Governor General Jean's decision on Dec.4, 2008, agreeing to Harper's request to prorogue Canada's Parliament was the right one in this case. The government can continue - as they had planned - to prepare and present their budget in January. The Dionist coalition of the greedy can then decide to topple the government on a confidence vote - at which point, we should have another election, not a hand-over of power to this craven gang.
It’s astounding how Stephane Bumbledore Dion can suck some Canadians into seriously believing his delusions of power.
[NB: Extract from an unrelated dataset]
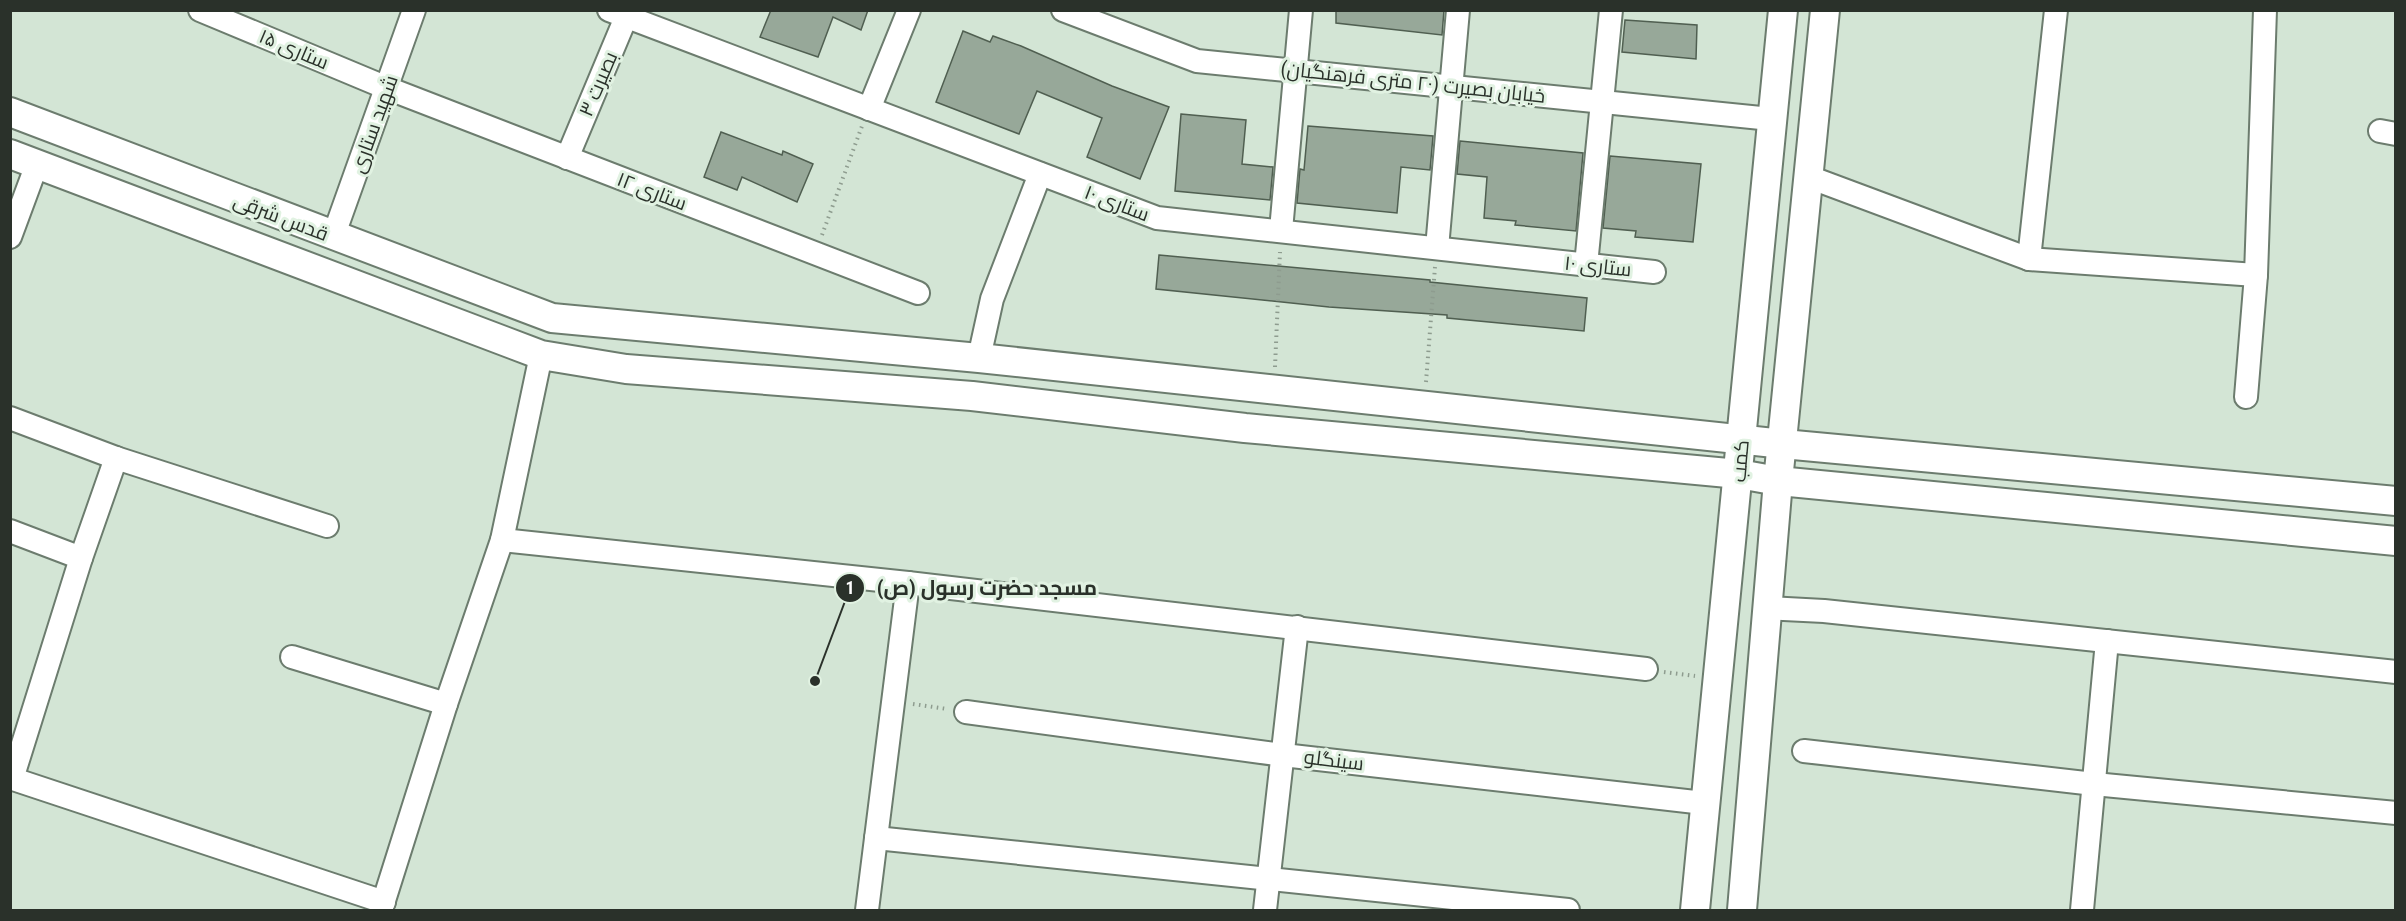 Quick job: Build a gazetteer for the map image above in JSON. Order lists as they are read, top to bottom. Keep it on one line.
{"streets":{"street":["ستاری ۱۵","خیابان بصیرت (۲۰ متری فرهنگیان)","بصیرت ۳","شهید ستاری","ستاری ۱۲","ستاری ۱۰","قدس شرقی","کمب","سینگلو"]},"crossings":[["ستاری ۱۵","شهید ستاری"],["ستاری ۱۵","ستاری ۱۲"],["خیابان بصیرت (۲۰ متری فرهنگیان)","کمب"],["بصیرت ۳","ستاری ۱۲"],["بصیرت ۳","ستاری ۱۰"],["شهید ستاری","ستاری ۱۲"],["شهید ستاری","قدس شرقی"],["قدس شرقی","کمب"],["کمب","سینگلو"]],"places":["مسجد حضرت رسول (ص)"]} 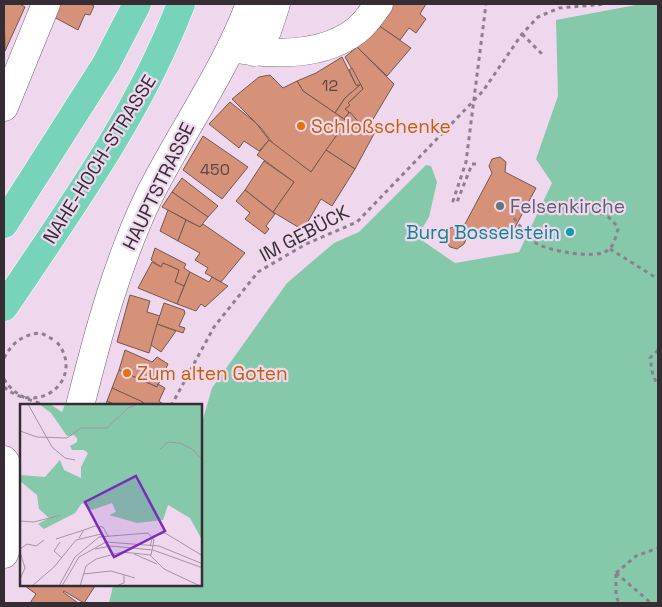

Dion’s disastrous arc of failure has flamed in final grasping desperation as he clutches to any devious means to gain power.
He simply didn’t get the message that he - along with his plotting conspirators - LOST the election which we had just a month and a half ago.
Obviously, Bumbledore Dion, Canada’s top political comic-genius is still looking for his “do-over”. ("What…? You mean if I am Prime Minister, when?… now?... or a month and half later..??" -- see: Yes..."Prime Minister": Stephane Dion's comedy act - truly not worth the risk. ; see: Bumbledore Dion's "epic disaster".)
As if that wasn’t funny enough, then came Bumbledore’s botched video fiasco of Dec.3, 2008 – the thing was delivered late to the waiting national media, was shot in grainy format, was badly edited and framed, and was even shot out of focus! Perhaps the videographer was passing artistic comment on Bumbledore’s out-of-focus political aspirations?! The CBC National News on Dec.4 reported an upset Liberal MP Jim Karygiannis likening Bumbledore Dion’s fumbling to something out of the Gong Show!
Precious! Stephane Bumbledore Dion: not only a self-appointed Green Shift Saviour Of God's Environment, and Canada’s Fool on the Hill, but also Head Coalition Stooge, part Mad’s Alfred E. Neuman, part Being There’s Chauncey Gardner, part Peter Seller’s bumbling Inspector Clouseau, part Woody Allen’s Fielding Mellish from Bananas, and now part Gong Show performer.
Seriously, when is the Dump Dion movement going to start?